TASK DETAILS
Only the lines holding "content" are wanted; find them in the listing and return each one.

PROVIDED MATERIAL
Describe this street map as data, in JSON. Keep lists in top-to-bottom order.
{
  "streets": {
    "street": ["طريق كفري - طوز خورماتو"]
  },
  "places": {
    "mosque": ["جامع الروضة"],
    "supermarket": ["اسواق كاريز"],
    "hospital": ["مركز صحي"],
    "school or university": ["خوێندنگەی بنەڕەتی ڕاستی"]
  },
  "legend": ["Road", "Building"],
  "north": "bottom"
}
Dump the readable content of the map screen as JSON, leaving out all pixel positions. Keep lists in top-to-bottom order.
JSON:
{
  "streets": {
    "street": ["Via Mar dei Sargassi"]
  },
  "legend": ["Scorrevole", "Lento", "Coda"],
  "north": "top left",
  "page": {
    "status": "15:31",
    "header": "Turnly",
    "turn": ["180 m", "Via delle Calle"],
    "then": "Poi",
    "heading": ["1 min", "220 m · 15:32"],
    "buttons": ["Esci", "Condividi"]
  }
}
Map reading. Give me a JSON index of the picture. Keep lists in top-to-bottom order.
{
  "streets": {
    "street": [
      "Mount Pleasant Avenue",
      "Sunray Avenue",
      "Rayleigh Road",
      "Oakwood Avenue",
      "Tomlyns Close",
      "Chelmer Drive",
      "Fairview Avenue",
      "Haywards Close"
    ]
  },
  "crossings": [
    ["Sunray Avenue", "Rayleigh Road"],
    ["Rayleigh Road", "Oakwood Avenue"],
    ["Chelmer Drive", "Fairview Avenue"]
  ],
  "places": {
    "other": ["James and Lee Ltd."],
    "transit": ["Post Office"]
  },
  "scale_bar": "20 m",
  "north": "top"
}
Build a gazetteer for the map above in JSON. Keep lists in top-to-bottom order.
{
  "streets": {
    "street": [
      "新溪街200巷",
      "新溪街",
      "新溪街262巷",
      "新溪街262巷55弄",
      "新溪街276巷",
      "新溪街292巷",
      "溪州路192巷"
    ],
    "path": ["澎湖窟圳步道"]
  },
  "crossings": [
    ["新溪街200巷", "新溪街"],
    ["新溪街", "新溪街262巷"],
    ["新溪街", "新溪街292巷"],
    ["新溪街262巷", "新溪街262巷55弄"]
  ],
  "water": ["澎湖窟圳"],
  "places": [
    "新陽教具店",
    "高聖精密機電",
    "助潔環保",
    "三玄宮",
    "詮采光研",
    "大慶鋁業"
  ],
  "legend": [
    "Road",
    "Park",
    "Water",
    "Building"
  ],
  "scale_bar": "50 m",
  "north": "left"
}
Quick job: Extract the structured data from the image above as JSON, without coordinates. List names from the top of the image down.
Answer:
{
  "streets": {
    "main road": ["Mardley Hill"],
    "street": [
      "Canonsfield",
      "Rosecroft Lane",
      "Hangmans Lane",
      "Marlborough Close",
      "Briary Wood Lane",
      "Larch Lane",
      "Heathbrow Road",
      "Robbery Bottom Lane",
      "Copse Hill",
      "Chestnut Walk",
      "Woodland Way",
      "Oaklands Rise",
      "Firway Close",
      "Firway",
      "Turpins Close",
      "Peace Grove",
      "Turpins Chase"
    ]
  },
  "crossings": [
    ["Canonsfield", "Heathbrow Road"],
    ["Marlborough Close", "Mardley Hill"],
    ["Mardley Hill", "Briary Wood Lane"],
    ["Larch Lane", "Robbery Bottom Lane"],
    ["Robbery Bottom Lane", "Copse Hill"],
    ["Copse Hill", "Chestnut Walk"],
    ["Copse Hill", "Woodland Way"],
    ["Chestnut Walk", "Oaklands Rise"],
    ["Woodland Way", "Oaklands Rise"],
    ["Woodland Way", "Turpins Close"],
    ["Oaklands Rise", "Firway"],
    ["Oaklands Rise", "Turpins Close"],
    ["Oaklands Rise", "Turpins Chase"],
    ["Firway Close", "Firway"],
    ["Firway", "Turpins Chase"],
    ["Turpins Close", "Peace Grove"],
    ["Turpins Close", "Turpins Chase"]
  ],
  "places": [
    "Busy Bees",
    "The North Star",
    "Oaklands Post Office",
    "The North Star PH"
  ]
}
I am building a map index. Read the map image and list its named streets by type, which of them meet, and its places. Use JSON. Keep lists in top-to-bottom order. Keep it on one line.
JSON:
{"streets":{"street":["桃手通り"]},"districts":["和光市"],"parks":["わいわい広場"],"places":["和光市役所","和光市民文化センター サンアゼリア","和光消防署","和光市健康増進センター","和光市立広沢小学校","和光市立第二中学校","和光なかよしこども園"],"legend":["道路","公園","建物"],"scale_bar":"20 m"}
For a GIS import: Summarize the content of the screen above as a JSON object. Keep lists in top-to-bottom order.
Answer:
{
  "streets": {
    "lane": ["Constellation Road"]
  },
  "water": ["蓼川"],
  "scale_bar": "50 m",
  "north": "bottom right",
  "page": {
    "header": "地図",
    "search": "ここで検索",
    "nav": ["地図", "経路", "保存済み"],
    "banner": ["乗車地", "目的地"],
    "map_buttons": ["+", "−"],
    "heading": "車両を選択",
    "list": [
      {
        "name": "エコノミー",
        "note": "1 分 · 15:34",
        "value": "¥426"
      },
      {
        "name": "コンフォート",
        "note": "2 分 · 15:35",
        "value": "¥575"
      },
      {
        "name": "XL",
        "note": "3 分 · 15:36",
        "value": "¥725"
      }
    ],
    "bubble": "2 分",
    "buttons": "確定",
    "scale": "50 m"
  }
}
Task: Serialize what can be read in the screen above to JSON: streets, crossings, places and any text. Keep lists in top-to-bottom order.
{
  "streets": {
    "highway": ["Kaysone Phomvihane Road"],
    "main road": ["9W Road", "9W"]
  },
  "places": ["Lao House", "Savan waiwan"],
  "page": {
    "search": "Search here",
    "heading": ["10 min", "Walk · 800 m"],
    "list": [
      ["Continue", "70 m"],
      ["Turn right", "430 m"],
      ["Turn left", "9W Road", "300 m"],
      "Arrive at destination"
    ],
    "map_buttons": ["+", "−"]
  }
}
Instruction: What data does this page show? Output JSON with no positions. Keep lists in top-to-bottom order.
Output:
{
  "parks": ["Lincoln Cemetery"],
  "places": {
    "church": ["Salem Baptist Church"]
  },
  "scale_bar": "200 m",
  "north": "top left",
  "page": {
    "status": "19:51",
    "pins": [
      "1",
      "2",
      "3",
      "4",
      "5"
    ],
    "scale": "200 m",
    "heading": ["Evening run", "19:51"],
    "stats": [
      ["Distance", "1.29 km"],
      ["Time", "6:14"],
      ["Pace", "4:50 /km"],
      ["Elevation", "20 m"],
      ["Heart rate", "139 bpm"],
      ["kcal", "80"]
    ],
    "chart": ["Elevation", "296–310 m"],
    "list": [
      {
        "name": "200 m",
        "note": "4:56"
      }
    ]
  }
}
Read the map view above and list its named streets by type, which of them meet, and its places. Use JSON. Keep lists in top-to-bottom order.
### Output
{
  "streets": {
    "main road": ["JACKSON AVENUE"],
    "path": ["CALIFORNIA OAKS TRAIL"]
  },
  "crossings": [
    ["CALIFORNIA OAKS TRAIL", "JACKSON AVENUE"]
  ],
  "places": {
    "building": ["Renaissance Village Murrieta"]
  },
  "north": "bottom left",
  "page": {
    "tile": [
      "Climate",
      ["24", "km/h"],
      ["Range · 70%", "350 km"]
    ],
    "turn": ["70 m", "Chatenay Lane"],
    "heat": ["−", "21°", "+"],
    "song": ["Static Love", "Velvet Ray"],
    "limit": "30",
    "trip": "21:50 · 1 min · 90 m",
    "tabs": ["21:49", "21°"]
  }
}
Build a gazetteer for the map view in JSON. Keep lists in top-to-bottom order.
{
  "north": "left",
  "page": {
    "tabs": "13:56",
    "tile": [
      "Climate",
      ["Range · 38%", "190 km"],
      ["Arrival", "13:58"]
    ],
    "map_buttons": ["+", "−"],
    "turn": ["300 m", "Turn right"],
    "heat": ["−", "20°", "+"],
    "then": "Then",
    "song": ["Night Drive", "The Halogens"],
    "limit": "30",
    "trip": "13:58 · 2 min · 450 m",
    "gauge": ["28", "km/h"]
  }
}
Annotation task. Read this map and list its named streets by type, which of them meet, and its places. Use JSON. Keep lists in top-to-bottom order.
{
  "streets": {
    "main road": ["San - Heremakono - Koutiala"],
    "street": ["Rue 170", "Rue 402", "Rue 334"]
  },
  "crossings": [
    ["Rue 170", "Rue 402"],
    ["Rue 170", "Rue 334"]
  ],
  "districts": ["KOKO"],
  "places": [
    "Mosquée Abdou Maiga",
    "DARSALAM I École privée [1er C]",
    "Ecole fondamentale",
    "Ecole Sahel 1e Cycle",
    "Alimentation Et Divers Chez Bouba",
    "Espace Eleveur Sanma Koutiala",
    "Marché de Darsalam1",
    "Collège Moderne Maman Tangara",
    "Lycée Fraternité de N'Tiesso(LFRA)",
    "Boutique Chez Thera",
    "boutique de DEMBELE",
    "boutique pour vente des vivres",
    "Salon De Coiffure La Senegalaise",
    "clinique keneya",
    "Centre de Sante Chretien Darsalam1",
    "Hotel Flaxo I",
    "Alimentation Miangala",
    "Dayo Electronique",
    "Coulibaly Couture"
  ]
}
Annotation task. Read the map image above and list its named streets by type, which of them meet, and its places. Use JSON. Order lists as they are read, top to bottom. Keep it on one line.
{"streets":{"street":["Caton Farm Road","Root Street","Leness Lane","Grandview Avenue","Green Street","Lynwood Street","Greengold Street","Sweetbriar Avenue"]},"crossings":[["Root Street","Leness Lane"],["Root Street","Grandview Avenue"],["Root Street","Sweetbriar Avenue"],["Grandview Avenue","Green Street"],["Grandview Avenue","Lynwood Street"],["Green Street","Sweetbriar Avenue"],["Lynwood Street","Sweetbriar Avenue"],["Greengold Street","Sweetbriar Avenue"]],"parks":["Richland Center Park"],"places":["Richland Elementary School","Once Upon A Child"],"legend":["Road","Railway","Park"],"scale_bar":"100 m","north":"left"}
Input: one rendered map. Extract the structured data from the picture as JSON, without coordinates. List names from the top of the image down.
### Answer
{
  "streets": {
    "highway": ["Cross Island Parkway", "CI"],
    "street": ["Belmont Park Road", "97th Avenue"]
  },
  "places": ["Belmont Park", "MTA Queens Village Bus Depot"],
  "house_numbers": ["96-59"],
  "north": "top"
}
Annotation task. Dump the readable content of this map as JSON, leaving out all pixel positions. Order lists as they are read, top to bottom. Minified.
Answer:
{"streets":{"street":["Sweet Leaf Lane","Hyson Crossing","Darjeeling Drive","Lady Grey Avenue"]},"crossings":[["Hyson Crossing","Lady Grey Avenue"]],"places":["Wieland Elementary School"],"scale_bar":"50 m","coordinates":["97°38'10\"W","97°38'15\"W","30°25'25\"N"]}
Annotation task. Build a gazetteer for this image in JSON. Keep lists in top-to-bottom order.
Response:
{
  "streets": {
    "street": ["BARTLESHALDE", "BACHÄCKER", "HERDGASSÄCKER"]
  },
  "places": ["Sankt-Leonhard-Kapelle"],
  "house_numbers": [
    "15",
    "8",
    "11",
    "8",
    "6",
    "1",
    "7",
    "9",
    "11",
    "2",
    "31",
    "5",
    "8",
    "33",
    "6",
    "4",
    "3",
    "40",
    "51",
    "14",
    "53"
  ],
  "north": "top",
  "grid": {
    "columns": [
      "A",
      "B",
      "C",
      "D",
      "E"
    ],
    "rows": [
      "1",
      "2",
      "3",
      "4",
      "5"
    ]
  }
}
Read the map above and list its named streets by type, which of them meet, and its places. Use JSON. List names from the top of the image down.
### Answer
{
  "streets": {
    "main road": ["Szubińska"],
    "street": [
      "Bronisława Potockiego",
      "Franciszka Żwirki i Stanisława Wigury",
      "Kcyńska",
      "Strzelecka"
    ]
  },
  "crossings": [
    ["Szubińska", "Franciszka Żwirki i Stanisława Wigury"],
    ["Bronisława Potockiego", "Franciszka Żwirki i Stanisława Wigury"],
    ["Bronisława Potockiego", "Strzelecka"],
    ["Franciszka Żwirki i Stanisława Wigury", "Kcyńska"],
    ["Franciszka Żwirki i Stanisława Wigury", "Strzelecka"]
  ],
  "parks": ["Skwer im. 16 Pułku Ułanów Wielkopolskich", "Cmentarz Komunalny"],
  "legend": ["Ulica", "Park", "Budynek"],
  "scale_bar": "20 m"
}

RESULT OF THIS EXERCISE
Dump the readable content of the map screen as JSON, leaving out all pixel positions. Keep lists in top-to-bottom order.
For a GIS import: Summarize the content of the screen above as a JSON object. Keep lists in top-to-bottom order.
Annotation task. Dump the readable content of this map as JSON, leaving out all pixel positions. Order lists as they are read, top to bottom. Minified.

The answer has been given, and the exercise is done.